Hammerschlag and Pinksy are not sure what the ecological consequences of a large predatory shark pressing farther north as the seas heat up will be, but off the coast of California, an even more famous apex predator is offering an example of the unpredictable new interactions that can occur.

According to a shark researcher based at the Monterey Bay Aquarium, juvenile great whites have extended their territory up the California coast as the warmer waters they prefer have stretched farther north. Sea otter have shown an increase in fatal munchings as a result of this range expansion.

The juvenile white sharks are not eating the sea otter, they are eating fur, which is almost worthless. Climate change is putting two species that didn't traditionally interact in conflict.

The tiger sharks may be at risk of conflict with humans due to their movements in response to climate change. The authors of the study found that the sharks were spending less time in the marine protected areas that were mostly used for commercial fishing in the southern part of their range.

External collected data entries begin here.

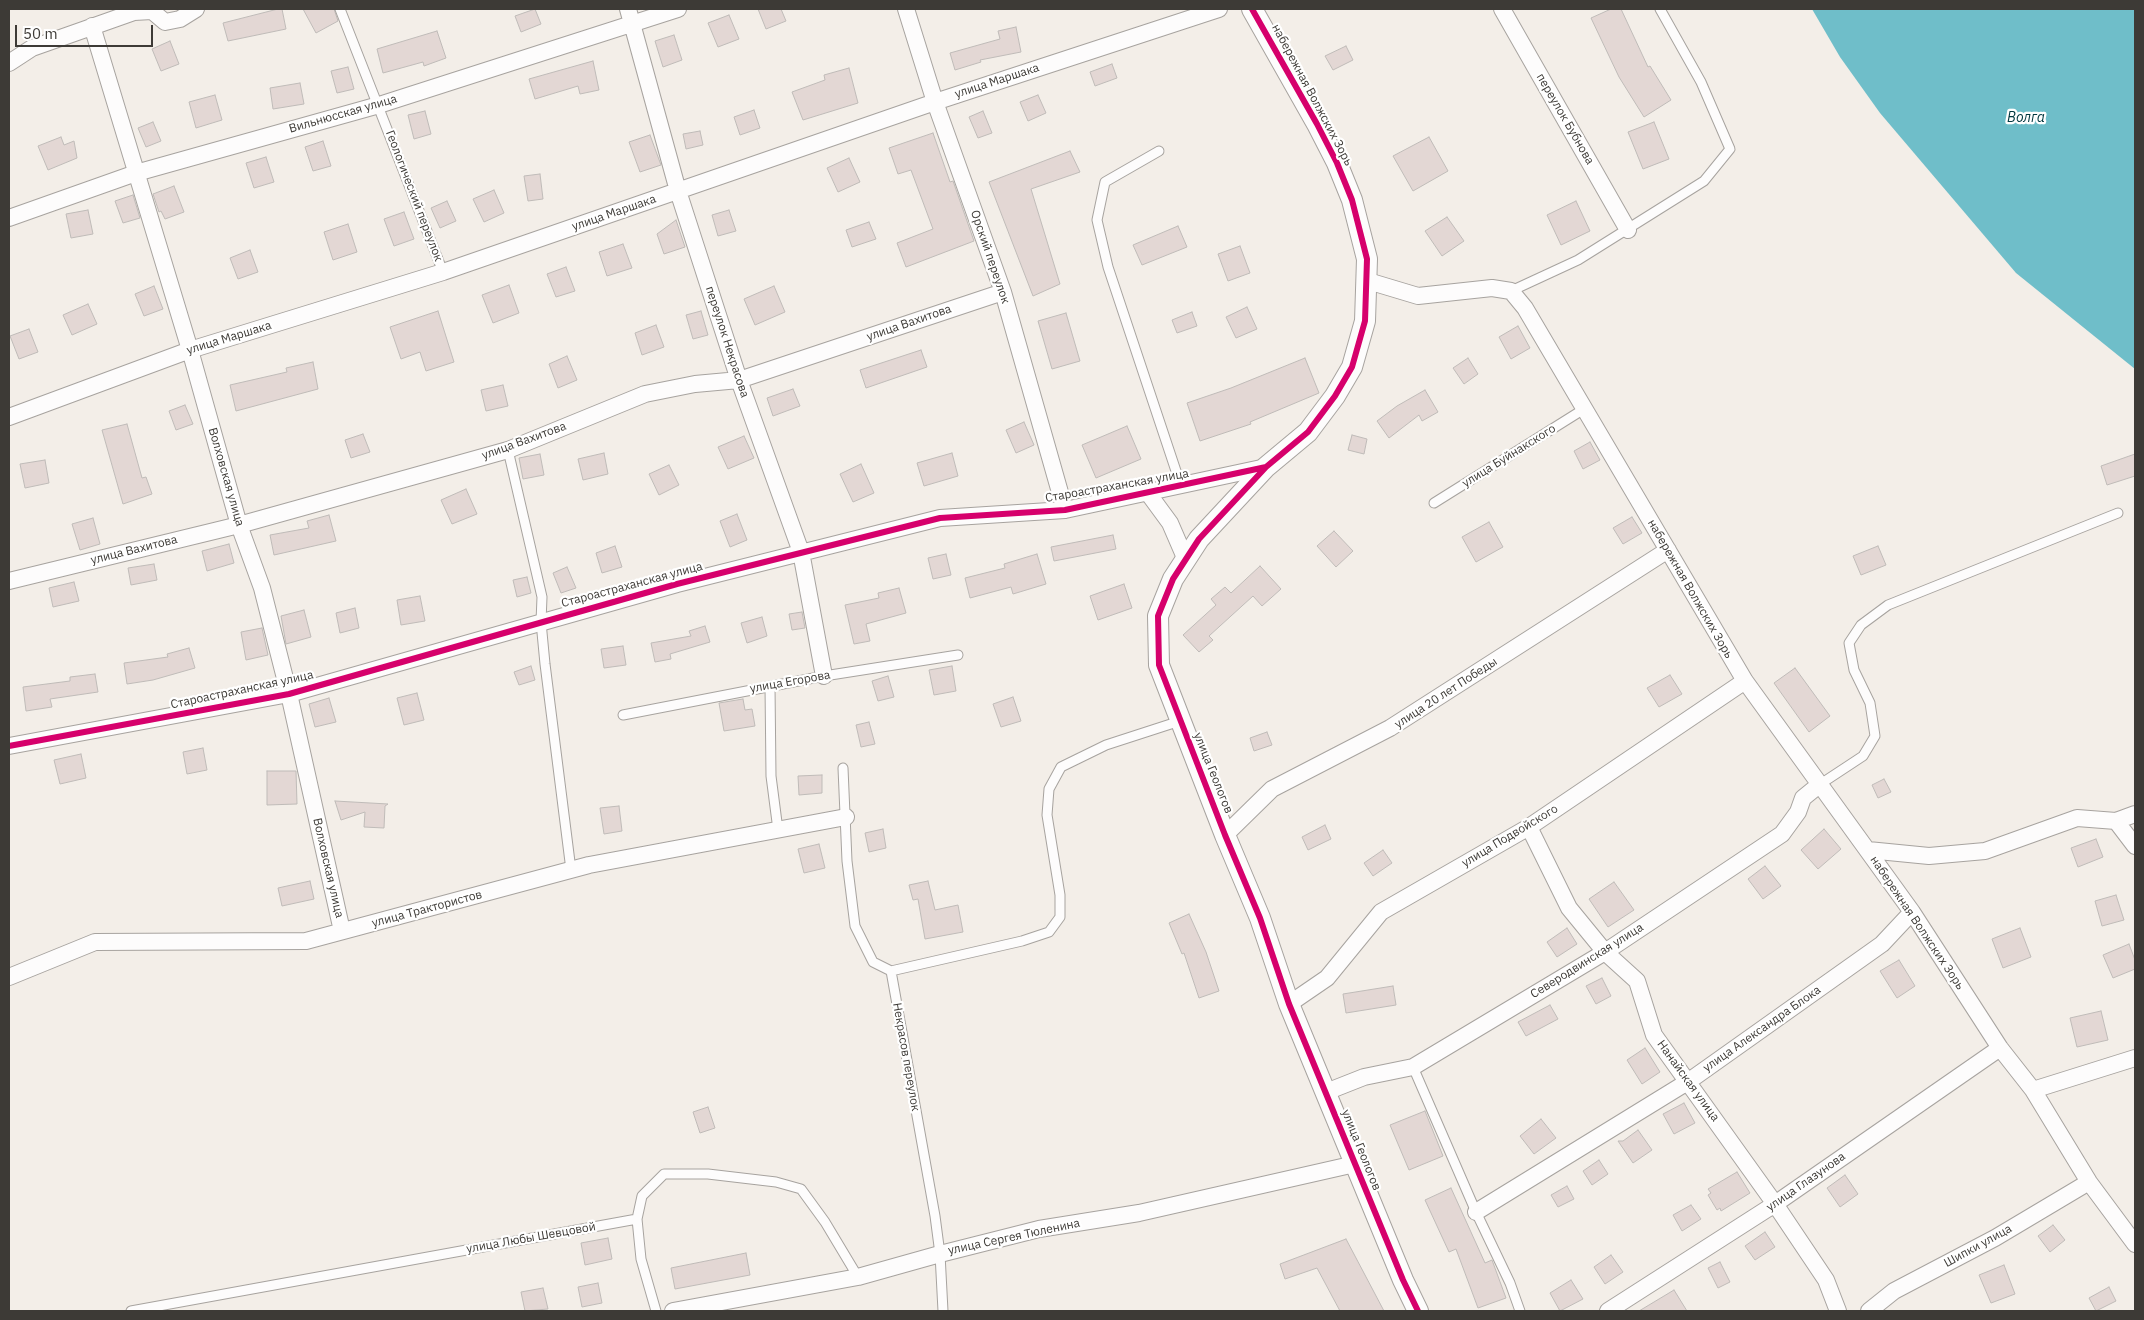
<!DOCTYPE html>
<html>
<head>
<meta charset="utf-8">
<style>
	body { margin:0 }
	#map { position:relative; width:2144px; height:1320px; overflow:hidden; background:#f3eee8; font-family:"IBM Plex Sans",sans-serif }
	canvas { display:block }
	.frame { position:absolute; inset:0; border:10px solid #3d3a36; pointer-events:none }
	.scale { position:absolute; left:15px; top:25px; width:138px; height:22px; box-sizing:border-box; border:2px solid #3d3a36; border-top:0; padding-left:6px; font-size:15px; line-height:18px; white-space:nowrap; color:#3d3a36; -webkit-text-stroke:4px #fff; paint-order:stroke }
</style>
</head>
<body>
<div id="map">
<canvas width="2144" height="1320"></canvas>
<div class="frame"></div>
<div class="scale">50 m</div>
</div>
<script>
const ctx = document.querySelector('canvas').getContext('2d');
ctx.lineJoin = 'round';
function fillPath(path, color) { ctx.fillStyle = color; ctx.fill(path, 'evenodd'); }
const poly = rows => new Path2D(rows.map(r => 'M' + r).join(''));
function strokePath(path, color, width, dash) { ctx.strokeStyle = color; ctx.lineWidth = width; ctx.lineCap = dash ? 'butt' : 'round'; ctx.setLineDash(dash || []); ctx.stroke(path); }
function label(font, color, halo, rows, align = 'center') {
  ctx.font = font + ' "IBM Plex Sans",sans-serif'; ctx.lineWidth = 4.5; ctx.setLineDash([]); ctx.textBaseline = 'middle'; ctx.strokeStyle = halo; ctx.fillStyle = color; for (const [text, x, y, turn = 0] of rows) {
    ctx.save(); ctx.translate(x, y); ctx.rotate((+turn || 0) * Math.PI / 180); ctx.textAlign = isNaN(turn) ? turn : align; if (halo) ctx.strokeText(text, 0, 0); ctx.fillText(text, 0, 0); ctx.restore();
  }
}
const water = poly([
	[1812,9,2135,9,2135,369,2016,273,1880,113,1840,57]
]);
const building = poly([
	[278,9,282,9,286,29,228,41,223,23,278,9],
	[303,9,334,9,338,21,316,33,303,9],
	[535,9,541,24,521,32,515,16,535,9],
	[758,9,781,9,786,21,766,29,758,9],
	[1611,9,1621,9,1648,67,1650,66,1671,100,1644,117,1619,77,1591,18,1611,9],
	[729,15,739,39,718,47,708,23,729,15],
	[1016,27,1021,52,980,60,981,62,955,70,950,53,1000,39,998,31,1016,27],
	[437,31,446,58,424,66,423,62,383,73,377,49,437,31],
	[674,35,682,60,663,67,655,41,674,35],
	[170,41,179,64,161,71,152,49,170,41],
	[1346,46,1353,60,1333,70,1325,56,1346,46],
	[593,61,599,90,580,94,578,86,535,99,529,79,593,61],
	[1112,64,1117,78,1095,86,1090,72,1112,64],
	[348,67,354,89,337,93,331,71,348,67],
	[849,68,858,103,803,120,792,92,825,80,824,75,849,68],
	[300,83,304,104,273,109,270,88,300,83],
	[215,95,222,120,196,128,189,102,215,95],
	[1038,95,1046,113,1028,121,1020,102,1038,95],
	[754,110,760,128,740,135,734,117,754,110],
	[425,111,431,134,414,139,408,115,425,111],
	[983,111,992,133,978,138,969,117,983,111],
	[153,122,161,141,146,147,138,128,153,122],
	[1654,122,1669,159,1643,169,1628,132,1654,122],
	[700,131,703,145,686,149,683,134,700,131],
	[933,133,950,182,953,181,974,241,906,267,897,243,933,229,911,170,898,174,889,148,933,133],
	[650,135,661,165,640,172,629,142,650,135],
	[61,137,64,145,74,141,77,158,48,170,38,146,61,137],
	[1429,137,1448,171,1413,191,1393,156,1429,137],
	[323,141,331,166,313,171,305,147,323,141],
	[1070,151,1080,172,1031,189,1060,284,1033,296,989,182,1070,151],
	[266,157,274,182,254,188,246,163,266,157],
	[849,158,860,182,838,192,827,168,849,158],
	[540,174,543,199,528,201,524,176,540,174],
	[174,186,184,212,165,219,161,211,159,212,153,194,174,186],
	[494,190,504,213,484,222,473,199,494,190],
	[133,195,140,218,123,223,115,201,133,195],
	[447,201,456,221,440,228,431,208,447,201],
	[1576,201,1590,231,1561,245,1547,215,1576,201],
	[88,210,93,234,71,238,66,214,88,210],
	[729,210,736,231,718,236,712,215,729,210],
	[404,212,414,239,394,246,384,219,404,212],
	[1447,217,1464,241,1442,256,1425,231,1447,217],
	[676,220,685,247,664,254,657,234,676,220],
	[869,222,876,239,852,247,846,230,869,222],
	[348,224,357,252,333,260,324,232,348,224],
	[1178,226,1187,247,1142,265,1133,245,1178,226],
	[623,244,632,268,607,276,599,252,623,244],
	[1240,246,1250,273,1228,281,1218,254,1240,246],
	[250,250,258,272,238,279,230,258,250,250],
	[566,267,575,291,556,297,547,274,566,267],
	[509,285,519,313,493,323,482,295,509,285],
	[154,286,163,309,144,316,135,294,154,286],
	[774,286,785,312,755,325,744,299,774,286],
	[88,304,97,324,72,335,63,315,88,304],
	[1247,307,1257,329,1236,338,1226,317,1247,307],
	[438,311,454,362,426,371,420,352,401,359,390,327,438,311],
	[701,311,708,335,693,339,686,315,701,311],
	[1192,312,1197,326,1177,333,1172,320,1192,312],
	[1066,313,1080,361,1052,369,1038,321,1066,313],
	[656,325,664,347,642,355,635,333,656,325],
	[1518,326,1530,348,1511,359,1499,337,1518,326],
	[29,329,38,352,19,359,10,336,29,329],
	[921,350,927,367,866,388,860,370,921,350],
	[567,356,577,380,558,388,549,364,567,356],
	[1305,358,1319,393,1250,422,1251,424,1200,441,1187,403,1231,388,1305,358],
	[1468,358,1478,374,1464,384,1453,368,1468,358],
	[313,362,318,389,236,411,230,385,287,372,286,368,313,362],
	[503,385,508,406,486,411,481,390,503,385],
	[793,389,800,406,773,416,767,398,793,389],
	[1425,390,1438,412,1422,421,1419,415,1389,438,1377,421,1397,406,1425,390],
	[185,405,193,424,176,430,169,411,185,405],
	[1024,422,1034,445,1016,453,1006,430,1024,422],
	[127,424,142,478,146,477,152,494,123,504,102,430,127,424],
	[1127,426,1141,459,1096,478,1082,445,1127,426],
	[363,434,370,452,351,458,345,440,363,434],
	[1352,435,1367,439,1364,454,1348,450,1352,435],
	[744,436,754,458,728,469,718,447,744,436],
	[1590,442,1600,460,1583,469,1574,451,1590,442],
	[604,453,608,474,583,480,578,459,604,453],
	[952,453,958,476,924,486,917,463,952,453],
	[540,454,544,475,523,479,519,458,540,454],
	[2135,454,2135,476,2107,485,2101,466,2135,454],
	[45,460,49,483,25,488,20,464,45,460],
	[861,464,874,493,853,502,840,474,861,464],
	[669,465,679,485,659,495,649,474,669,465],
	[466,489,477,514,452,524,441,500,466,489],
	[737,514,747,540,730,547,720,521,737,514],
	[329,515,336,541,274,555,270,535,309,528,307,521,329,515],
	[1632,517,1642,533,1623,544,1613,528,1632,517],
	[93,518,100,544,80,550,72,524,93,518],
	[1489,522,1503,547,1476,562,1462,537,1489,522],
	[1334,531,1353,551,1336,567,1317,546,1334,531],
	[1113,535,1116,549,1054,561,1051,547,1113,535],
	[229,544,234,563,207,571,202,551,229,544],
	[615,546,622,567,602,573,596,553,615,546],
	[1878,546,1886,565,1861,575,1853,556,1878,546],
	[946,554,951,575,933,579,928,558,946,554],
	[1037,554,1046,584,1013,594,1011,587,970,598,965,578,1005,568,1004,564,1037,554],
	[154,564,157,580,131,585,128,568,154,564],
	[1260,566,1281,589,1262,606,1253,596,1209,636,1213,640,1199,652,1183,635,1216,605,1211,599,1225,587,1231,593,1260,566],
	[567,567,576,588,561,593,553,573,567,567],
	[527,577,531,593,517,597,513,580,527,577],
	[74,582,79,601,53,607,49,588,74,582],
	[1124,584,1132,608,1098,620,1090,596,1124,584],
	[899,588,906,613,866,624,870,641,854,644,845,605,879,598,878,593,899,588],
	[420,596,425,621,401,625,397,600,420,596],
	[355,608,359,628,340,633,336,613,355,608],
	[304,610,311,637,286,644,281,616,304,610],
	[802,612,805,628,792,630,789,614,802,612],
	[762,617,767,636,747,643,741,623,762,617],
	[705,626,710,642,670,654,671,659,655,662,651,643,691,636,689,631,705,626],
	[262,628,268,655,246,660,241,632,262,628],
	[623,646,626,665,604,668,601,649,623,646],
	[189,648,195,668,153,680,127,684,124,663,168,657,167,654,189,648],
	[531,666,535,680,519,685,514,672,531,666],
	[952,666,956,691,934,695,929,670,952,666],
	[1795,668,1830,716,1809,732,1774,683,1795,668],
	[95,674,98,692,50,699,52,707,26,711,23,687,70,681,70,677,95,674],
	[1670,675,1682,694,1659,707,1647,688,1670,675],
	[888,676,894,697,878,701,872,681,888,676],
	[417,693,424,720,404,725,397,698,417,693],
	[1013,697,1021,721,1001,727,993,704,1013,697],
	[329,698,336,722,315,727,309,704,329,698],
	[743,699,745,710,752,709,755,726,724,731,719,703,743,699],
	[869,722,875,744,861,747,856,725,869,722],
	[1267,732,1272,745,1254,751,1250,738,1267,732],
	[203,748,207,770,187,774,183,752,203,748],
	[81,754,86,778,60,784,54,760,81,754],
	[267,771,296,771,297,804,267,805,267,771],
	[822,775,822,793,799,795,798,776,822,775],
	[1884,779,1891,792,1878,798,1872,785,1884,779],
	[335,801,388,804,385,806,384,828,364,827,365,812,341,820,335,801],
	[619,806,622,831,604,834,600,808,619,806],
	[1325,825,1331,839,1308,850,1302,837,1325,825],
	[883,829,886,848,869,852,865,833,883,829],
	[1824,829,1841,849,1818,869,1801,850,1824,829],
	[2096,839,2103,857,2078,867,2071,848,2096,839],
	[819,844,825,868,804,873,798,849,819,844],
	[1383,850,1392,863,1373,876,1364,863,1383,850],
	[1765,866,1781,886,1763,899,1748,879,1765,866],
	[310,881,314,899,282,906,278,888,310,881],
	[928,881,935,910,958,905,963,932,925,939,918,899,913,900,909,885,928,881],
	[1614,882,1634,910,1608,927,1589,899,1614,882],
	[2116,895,2124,920,2102,926,2095,901,2116,895],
	[1189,914,1206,952,1219,991,1199,998,1184,953,1182,954,1169,923,1189,914],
	[1567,928,1577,944,1557,957,1547,942,1567,928],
	[2020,928,2031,957,2003,968,1992,939,2020,928],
	[2129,944,2135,960,2135,969,2113,978,2103,955,2129,944],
	[1899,960,1915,986,1897,998,1880,971,1899,960],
	[1602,978,1611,996,1596,1004,1586,986,1602,978],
	[1393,986,1396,1005,1346,1013,1343,994,1393,986],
	[1550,1005,1558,1019,1526,1036,1518,1022,1550,1005],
	[2101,1011,2108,1040,2077,1047,2070,1018,2101,1011],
	[1645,1048,1660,1072,1642,1084,1627,1060,1645,1048],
	[1684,1103,1695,1123,1674,1134,1663,1114,1684,1103],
	[708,1107,715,1128,700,1133,693,1112,708,1107],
	[1425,1111,1443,1156,1409,1170,1390,1125,1425,1111],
	[1541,1119,1556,1138,1534,1154,1520,1136,1541,1119],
	[1638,1130,1652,1150,1633,1163,1618,1141,1623,1141,1638,1130],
	[1599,1160,1608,1174,1592,1185,1583,1171,1599,1160],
	[1737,1172,1750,1193,1721,1211,1720,1208,1717,1210,1708,1195,1711,1193,1708,1189,1737,1172],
	[1845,1175,1858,1194,1840,1207,1827,1188,1845,1175],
	[1567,1186,1574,1199,1558,1207,1551,1195,1567,1186],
	[1451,1188,1485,1263,1492,1260,1506,1298,1478,1308,1456,1249,1449,1252,1425,1200,1451,1188],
	[1691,1205,1701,1219,1682,1231,1673,1215,1691,1205],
	[2053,1225,2065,1240,2050,1252,2038,1236,2053,1225],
	[1765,1232,1775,1247,1755,1260,1745,1246,1765,1232],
	[608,1238,612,1259,585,1265,581,1243,608,1238],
	[1346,1239,1384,1311,1340,1311,1317,1268,1285,1279,1280,1264,1346,1239],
	[746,1253,750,1275,675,1289,671,1268,746,1253],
	[1611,1255,1623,1272,1605,1284,1594,1267,1611,1255],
	[1720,1262,1730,1282,1718,1288,1708,1268,1720,1262],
	[2004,1265,2015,1294,1991,1303,1979,1275,2004,1265],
	[1571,1280,1583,1299,1560,1311,1550,1293,1571,1280],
	[598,1283,602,1303,582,1307,578,1287,598,1283],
	[2109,1287,2116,1301,2096,1311,2089,1298,2109,1287],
	[543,1288,548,1309,525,1311,521,1292,543,1288],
	[1674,1290,1687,1311,1639,1311,1674,1290]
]);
const service = poly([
	[340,9,443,272],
	[1159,151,1105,182,1097,220,1108,267,1181,486],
	[1511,291,1578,260,1704,181,1730,149,1701,82,1660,9],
	[508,450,542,597,541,622,545,664,571,870],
	[1434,503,1584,409],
	[770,686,771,776,778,830],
	[623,715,824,676,958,655],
	[843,768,847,861,855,926,873,962,891,971,935,1216,940,1254,943,1311],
	[1819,785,1863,756,1875,736,1870,703,1854,670,1849,643,1861,625,1888,605,2118,513],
	[891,971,1022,941,1049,932,1060,917,1060,895,1047,815,1049,789,1061,767,1106,745,1180,721],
	[1413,1067,1476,1212,1510,1283,1520,1311],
	[637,1219,641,1259,656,1311],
	[131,1311,637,1219,642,1196,664,1174,708,1174,776,1182,801,1189,825,1222,858,1277]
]);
const minor = poly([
	[628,9,678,191,739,380,801,552,824,676],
	[906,9,935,102,1003,292,1065,510],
	[1502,9,1628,230],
	[92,26,190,350,239,525,262,588,289,694,342,931],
	[9,63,32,48,134,12,152,11,165,22,180,19,196,9],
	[9,218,136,173,379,105,678,9],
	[1368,281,1418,296,1492,288,1511,291,1525,308,1745,681,1912,912,2000,1048,2033,1090,2089,1182,2135,1244],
	[9,417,190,350,443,272,935,102,1219,9],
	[1148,493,1170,523,1186,560],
	[9,581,239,525,508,450,645,394,695,384,739,380,1003,292],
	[9,746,289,694,677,584,940,518,1065,510,1266,467],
	[2116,821,2135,846],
	[1529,827,1569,908,1605,952,1637,981,1654,1035,1775,1204,1826,1280,1838,1311],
	[1225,835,1272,789,1390,728,1668,550],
	[1868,850,1929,856,1985,851,2077,818,2116,821,2135,814],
	[9,977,95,942,306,941,589,865,846,817],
	[1289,1004,1327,978,1381,912,1529,827,1745,681],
	[2033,1090,2135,1058],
	[1326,1092,1364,1077,1413,1067,1605,952,1782,834,1798,812,1803,798,1819,785],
	[1476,1212,1689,1081,1882,944,1912,912],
	[673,1311,858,1277,940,1254,1039,1229,1139,1213,1355,1164],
	[1608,1311,1775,1204,2000,1048],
	[1869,1311,1894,1291,1995,1238,2089,1182]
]);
const tertiary = poly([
	[1252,9,1317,124,1337,163,1352,200,1367,259,1365,321,1352,367,1335,396,1308,432,1266,467,1199,539,1173,579,1158,616,1159,665,1225,835,1260,918,1289,1004,1403,1280,1418,1311]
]);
const cycleway = poly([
	[1252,9,1317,124,1337,163,1352,200,1367,259,1365,321,1352,367,1335,396,1308,432,1266,467,1199,539,1173,579,1158,616,1159,665,1225,835,1260,918,1289,1004,1403,1280,1418,1311],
	[9,746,289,694,677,584,940,518,1065,510,1266,467]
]);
const streetNames = [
	["улица Маршака",997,81,-18],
	["набережная Волжских Зорь",1312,95,62],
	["Вильнюсская улица",343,114,-16],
	["переулок Бубнова",1565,119,60],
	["Геологический переулок",414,196,69],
	["улица Маршака",614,213,-19],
	["Орский переулок",990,257,71],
	["улица Вахитова",909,323,-19],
	["улица Маршака",229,338,-17],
	["переулок Некрасова",727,342,72],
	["улица Вахитова",524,441,-20],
	["улица Буйнакского",1509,456,-32],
	["Волховская улица",226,477,74],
	["Староастраханская улица",1117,486,-10],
	["улица Вахитова",134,550,-14],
	["Староастраханская улица",632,585,-15],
	["набережная Волжских Зорь",1690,589,60],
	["улица Егорова",790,682,-10],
	["Староастраханская улица",242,690,-12],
	["улица 20 лет Победы",1446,693,-33],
	["улица Геологов",1213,773,68],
	["улица Подвойского",1510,836,-31],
	["Волховская улица",328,868,77],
	["улица Трактористов",427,909,-15],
	["набережная Волжских Зорь",1917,923,56],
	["Северодвинская улица",1587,961,-32],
	["улица Александра Блока",1762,1029,-35],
	["Некрасов переулок",906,1057,80],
	["Нанайская улица",1688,1081,54],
	["улица Геологов",1361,1150,68],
	["улица Глазунова",1806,1182,-35],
	["улица Сергея Тюленина",1014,1237,-12],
	["улица Любы Шевцовой",531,1238,-10],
	["Шипки улица",1978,1246,-29]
];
const waterNames = [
	["Волга",2026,118]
];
fillPath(water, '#6fbec9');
fillPath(building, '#e3d7d4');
strokePath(building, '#bfbbb8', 1);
strokePath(service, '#a7a39f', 11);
strokePath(minor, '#a7a39f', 18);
strokePath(tertiary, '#a7a39f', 22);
strokePath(service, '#fdfcfc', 9);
strokePath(minor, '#fdfcfc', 16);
strokePath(tertiary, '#fdfcfc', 20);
strokePath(cycleway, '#d6006c', 6);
label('12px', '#3d3a36', '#fff', streetNames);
label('italic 14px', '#00373f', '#fff', waterNames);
</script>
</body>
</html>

The northwestern Atlantic tiger shark population doesn't seem to be showing any ill effects, but the findings of this study suggest we need to keep a close eye on these sharks in the years to come.

The scientific director of the Canada-based Ocean Tracking Network, who was not involved in the study, says that if we want to create effective marine protected areas, we need to understand where animals are and when. The study suggests that existing MPAs may not be as effective in the future. MPAs may need to be more dynamic under climate change.